Stéphane Lévesque de l’Université d’Ottawa est spécialiste du développement des programmes éducatifs ontariens. « Il y a un principe d’arrimage. Lors d’une révision d’un programme, un comité francophone et un comité anglophone voient le jour. Parfois, un des comités recommande qu’on insiste sur certaines questions dans une langue. Mais en bout de ligne, les compétences recherchées sont les mêmes et les comités se parlent », dit-il.
Dans le cas de l’éducation sexuelle, la formation s’inscrit dans le cadre du programme d’éducation physique et de santé, qui comporte certaines composantes francophones. Par exemple, les élèves apprennent à s’affirmer sur le plan identitaire, notamment en découvrant certains athlètes franco-ontariens.

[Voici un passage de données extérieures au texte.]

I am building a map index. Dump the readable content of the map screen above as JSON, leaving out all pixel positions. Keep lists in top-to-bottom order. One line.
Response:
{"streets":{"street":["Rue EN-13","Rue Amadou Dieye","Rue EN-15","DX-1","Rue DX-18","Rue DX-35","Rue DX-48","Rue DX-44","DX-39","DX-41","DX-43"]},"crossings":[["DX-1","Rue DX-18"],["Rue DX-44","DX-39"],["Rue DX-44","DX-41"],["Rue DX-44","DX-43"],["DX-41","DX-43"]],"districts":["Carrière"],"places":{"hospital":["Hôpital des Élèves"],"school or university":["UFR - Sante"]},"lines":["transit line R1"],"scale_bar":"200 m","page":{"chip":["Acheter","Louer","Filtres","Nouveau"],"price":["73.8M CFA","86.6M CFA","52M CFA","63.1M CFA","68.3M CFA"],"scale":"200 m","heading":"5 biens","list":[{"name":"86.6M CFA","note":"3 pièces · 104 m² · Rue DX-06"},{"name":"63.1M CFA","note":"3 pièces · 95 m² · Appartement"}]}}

M. Lévesque explique le cas des cours d’histoire. « L’ancien programme d’histoire, par exemple, avait de grandes différences. En français, on parlait de l’Ontario français, alors que celui en anglais parlait des relations entre francophones et anglophones. Finalement, en anglais, bizarrement, ça a tourné que le programme parlait davantage de souveraineté et des Québécois, en plus d’ignorer le Règlement 17 », rapporte-t-il, ajoutant que cet écart a ensuite été corrigé.
Louis Kdouh, président sortant de Parents partenaires en éducation, ne croit pas nécessairement que les différences linguistiques de 1998 sont un problème. Mais il dénonce l’abolition de celui de 2015.

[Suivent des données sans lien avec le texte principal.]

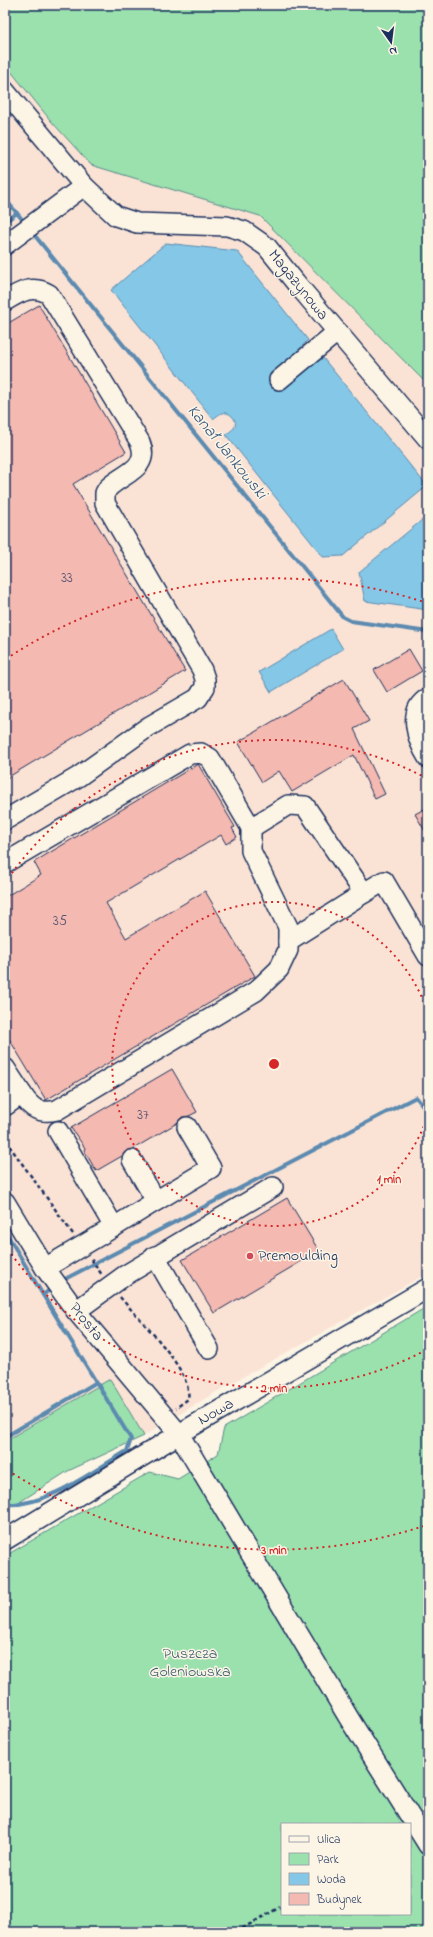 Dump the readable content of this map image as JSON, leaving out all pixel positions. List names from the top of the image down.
{
  "streets": {
    "street": ["Magazynowa", "Prosta", "Nowa"]
  },
  "crossings": [
    ["Prosta", "Nowa"]
  ],
  "water": ["Kanał Jankowski"],
  "parks": ["Puszcza Goleniowska"],
  "places": ["Premoulding"],
  "house_numbers": ["33", "35", "37"],
  "legend": [
    "Ulica",
    "Park",
    "Woda",
    "Budynek"
  ],
  "north": "bottom",
  "rings": ["1 min", "2 min", "3 min"]
} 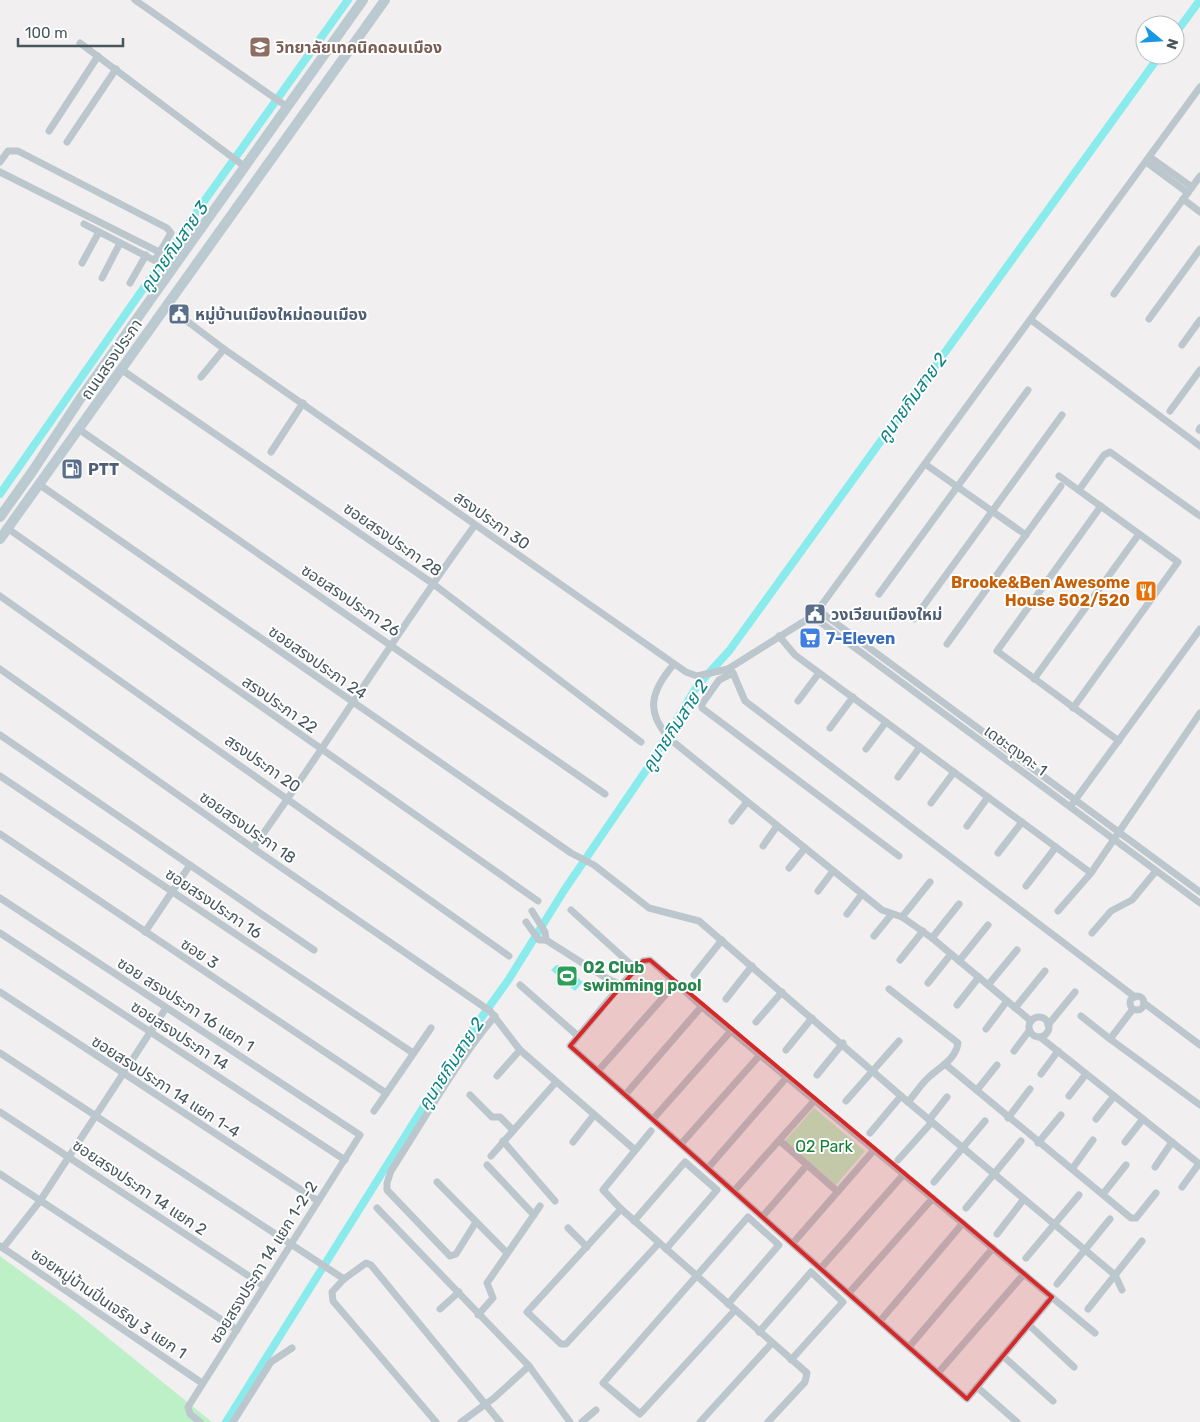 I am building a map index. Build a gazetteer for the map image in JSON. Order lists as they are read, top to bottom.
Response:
{
  "streets": {
    "main road": ["ถนนสรงประภา"],
    "street": [
      "สรงประภา 30",
      "ซอยสรงประภา 28",
      "ซอยสรงประภา 26",
      "ซอยสรงประภา 24",
      "สรงประภา 22",
      "เดชะตุงคะ 1",
      "สรงประภา 20",
      "ซอยสรงประภา 18",
      "ซอยสรงประภา 16",
      "ซอย 3",
      "ซอย สรงประภา 16 แยก 1",
      "ซอยสรงประภา 14",
      "ซอยสรงประภา 14 แยก 1-4",
      "ซอยสรงประภา 14 แยก 2",
      "ซอยสรงประภา 14 แยก 1-2-2",
      "ซอยหมู่บ้านปิ่นเจริญ 3 แยก 1"
    ]
  },
  "crossings": [
    ["ถนนสรงประภา", "สรงประภา 30"],
    ["ถนนสรงประภา", "ซอยสรงประภา 28"],
    ["ถนนสรงประภา", "ซอยสรงประภา 26"],
    ["ถนนสรงประภา", "ซอยสรงประภา 24"],
    ["ถนนสรงประภา", "สรงประภา 22"],
    ["สรงประภา 30", "เดชะตุงคะ 1"],
    ["ซอย สรงประภา 16 แยก 1", "ซอยสรงประภา 14 แยก 1-2-2"],
    ["ซอยสรงประภา 14", "ซอยสรงประภา 14 แยก 1-2-2"],
    ["ซอยสรงประภา 14 แยก 1-4", "ซอยสรงประภา 14 แยก 1-2-2"],
    ["ซอยสรงประภา 14 แยก 2", "ซอยสรงประภา 14 แยก 1-2-2"],
    ["ซอยสรงประภา 14 แยก 1-2-2", "ซอยหมู่บ้านปิ่นเจริญ 3 แยก 1"]
  ],
  "water": ["คูนายกิมสาย 3", "คูนายกิมสาย 2"],
  "parks": ["O2 Park"],
  "places": {
    "school or university": ["วิทยาลัยเทคนิคดอนเมือง"],
    "public building": ["หมู่บ้านเมืองใหม่ดอนเมือง", "วงเวียนเมืองใหม่"],
    "fuel station": ["PTT"],
    "restaurant": ["Brooke&Ben Awesome House 502/520"],
    "supermarket": ["7-Eleven"],
    "sports": ["O2 Club swimming pool"]
  },
  "scale_bar": "100 m",
  "north": "right"
} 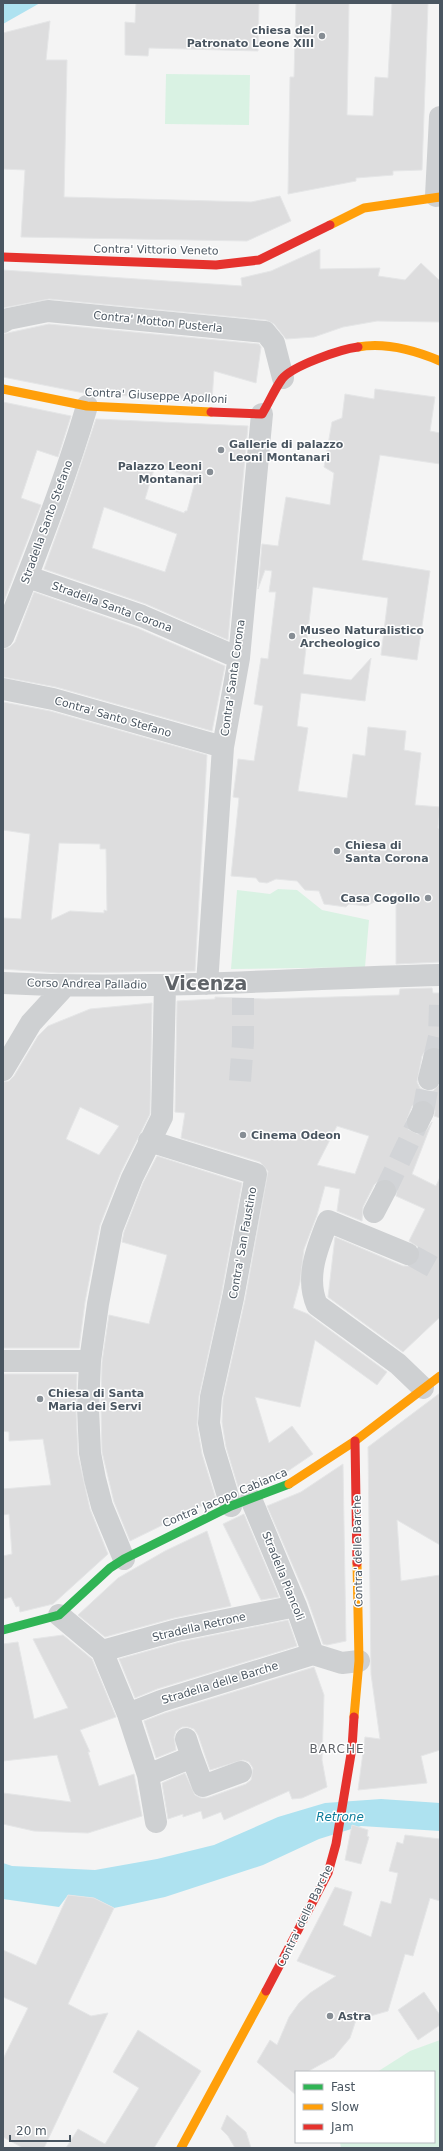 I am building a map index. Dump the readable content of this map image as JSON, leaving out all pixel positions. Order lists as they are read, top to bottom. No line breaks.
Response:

« Nos salles de classes doivent refléter l’équité et la diversité, en plus d’être un milieu accueillant. On est pas satisfait du retour de cet ancien programme. Je trouve ça fou, les enseignants sont menottés », lance-t-il.

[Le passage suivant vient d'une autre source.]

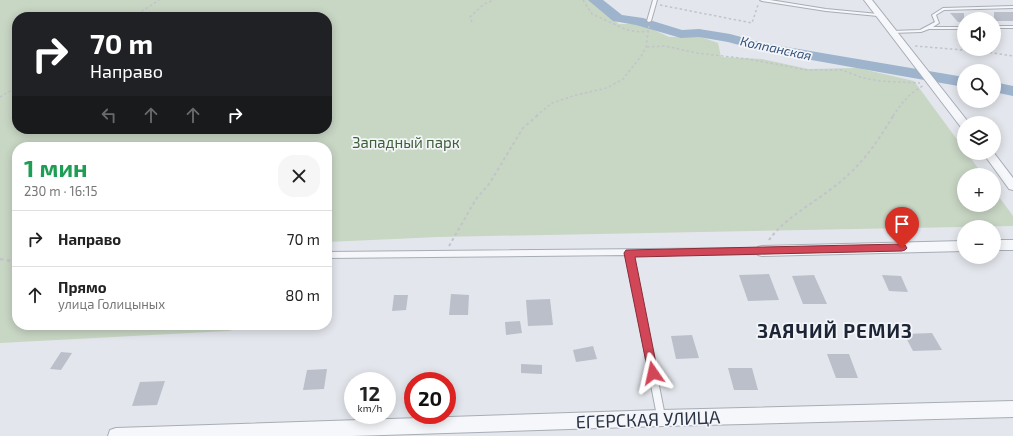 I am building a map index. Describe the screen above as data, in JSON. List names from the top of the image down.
{
  "streets": {
    "street": ["ЕГЕРСКАЯ УЛИЦА"]
  },
  "districts": ["ЗАЯЧИЙ РЕМИЗ"],
  "water": ["Колпанская"],
  "parks": ["Западный парк"],
  "page": {
    "map_buttons": ["+", "−"],
    "turn": ["70 m", "Направо"],
    "heading": ["1 мин", "230 m · 16:15"],
    "list": [
      {
        "name": "Направо",
        "value": "70 m"
      },
      {
        "name": "Прямо",
        "note": "улица Голицыных",
        "value": "80 m"
      }
    ],
    "speed": "12 km/h",
    "limit": "20"
  }
} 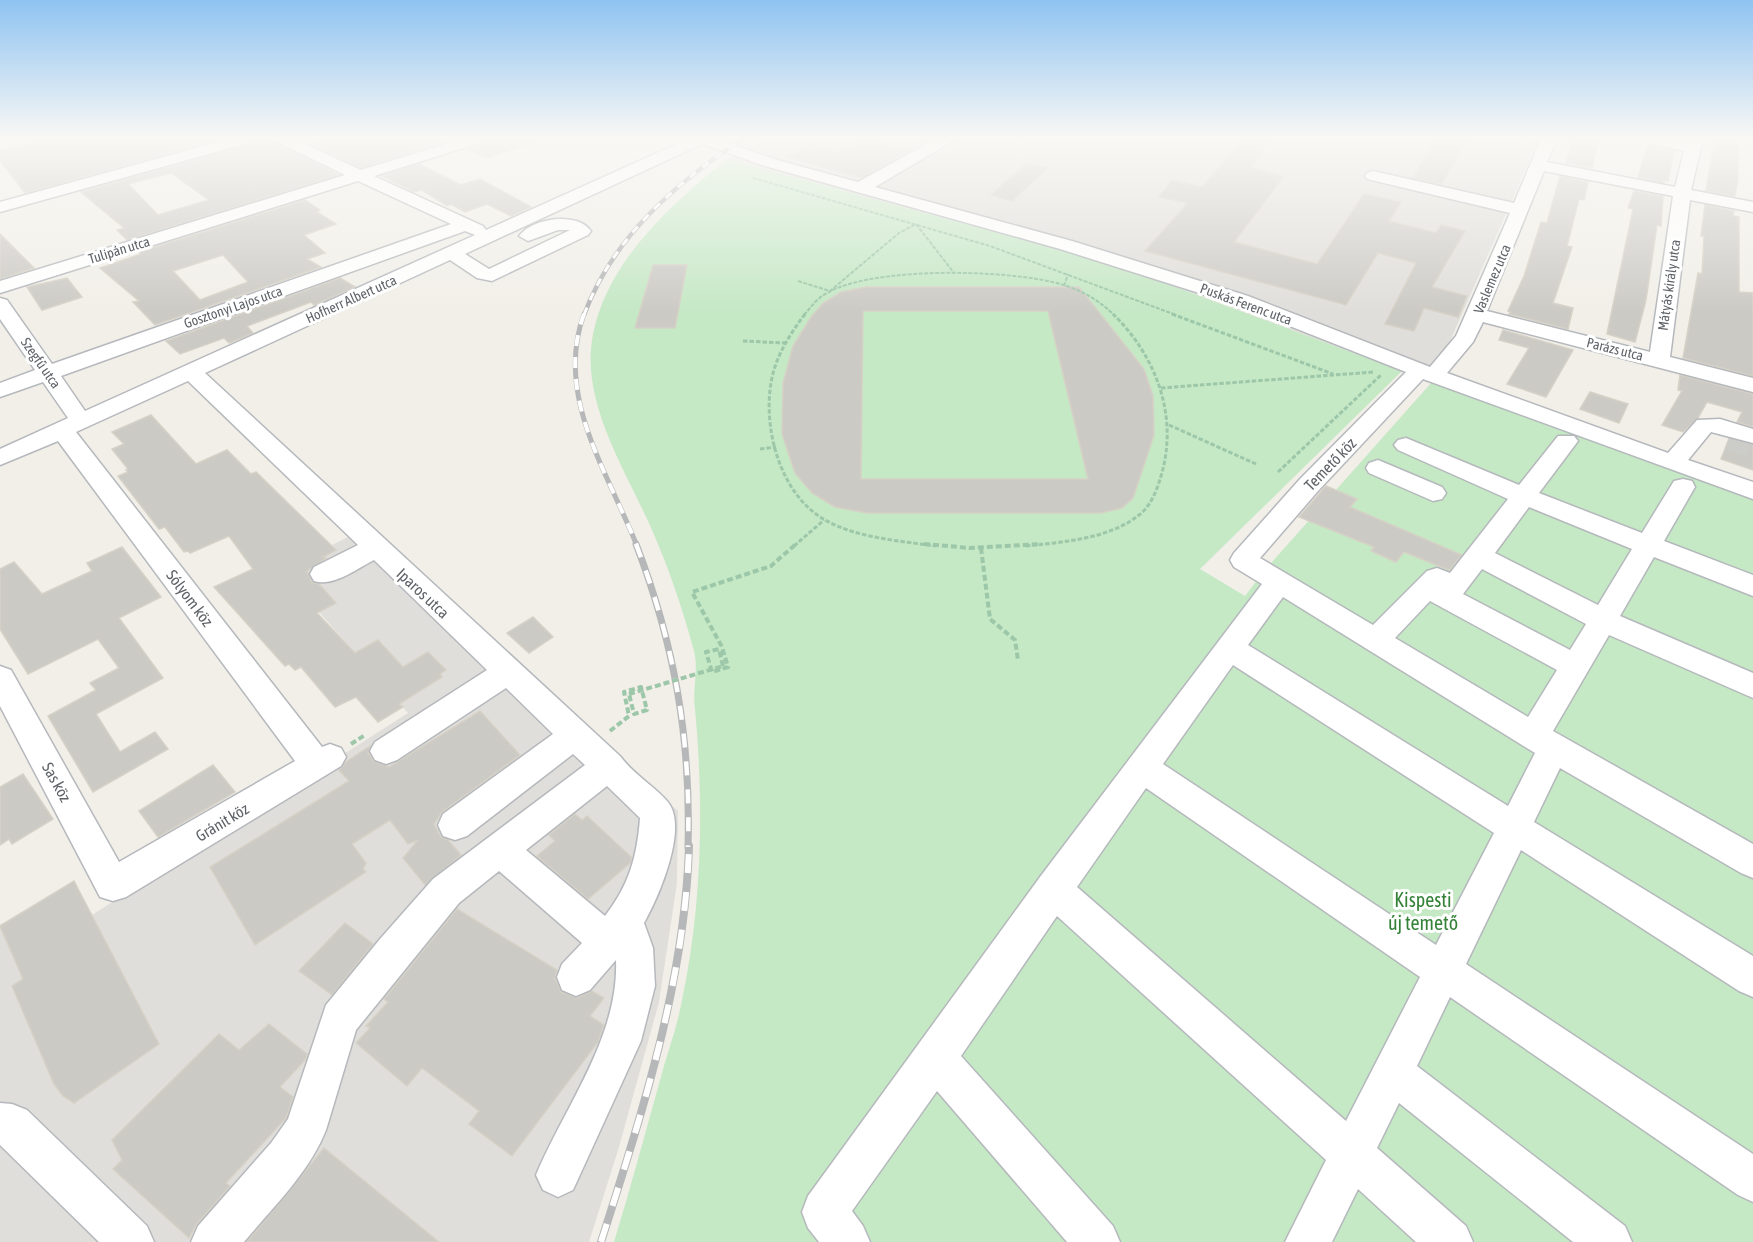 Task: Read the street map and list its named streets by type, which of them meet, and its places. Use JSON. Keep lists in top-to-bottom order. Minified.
{"streets":{"street":["Tulipán utca","Vaslemez utca","Mátyás király utca","Hofherr Albert utca","Puskás Ferenc utca","Gosztonyi Lajos utca","Parázs utca","Szegfű utca","Temető köz","Iparos utca","Sólyom köz","Sas köz","Gránit köz"]},"crossings":[["Vaslemez utca","Puskás Ferenc utca"],["Vaslemez utca","Parázs utca"],["Vaslemez utca","Temető köz"],["Mátyás király utca","Parázs utca"],["Hofherr Albert utca","Szegfű utca"],["Hofherr Albert utca","Iparos utca"],["Hofherr Albert utca","Sólyom köz"],["Puskás Ferenc utca","Temető köz"],["Gosztonyi Lajos utca","Szegfű utca"],["Szegfű utca","Sólyom köz"],["Sólyom köz","Gránit köz"],["Sas köz","Gránit köz"]],"parks":["Kispesti új temető"]}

Dans le contexte actuel, il exige du gouvernement Ford qu’il mène un symposium sur le programme d’éducation sexuelle, ce qui permettrait à tous de partager leurs connaissances et propositions.
« Ça permettrait aussi aux enseignants anglophones et francophones d’échanger leurs bonnes méthodes pour boucher les trous, s’il y en a », dit-il.
Le gouvernement répond, sans répondre
Pourquoi de telles différences entre les programmes en français et en anglais? Est-ce une erreur de traduction? Est-ce que cela s’explique de manière rationnelle? #ONfr a posé toutes ces questions au gouvernement pour tenter de comprendre. Les réponses envoyées par le ministère de l’Éducation ne font qu’alimenter le flou.
« Nous avons fait campagne en promettant de donner une voix aux parents quand vient le temps de parler de l’éducation de leurs enfants. Nous sommes en train de réaliser notre promesse. Notre gouvernement pour les gens mène une consultation sans précédent auprès des parents pour le curriculum scolaire et nous invitons les gens à y participer », a fait savoir Kayla Iafelice, une porte-parole de la ministre de l’Éducation, Lisa Thompson. « Comme ce dossier est devant les tribunaux, il ne serait pas approprié de fournir davantage de commentaires », a-t-elle poursuivi dans un courriel, évitant de répondre à toutes les questions relatives à notre demande.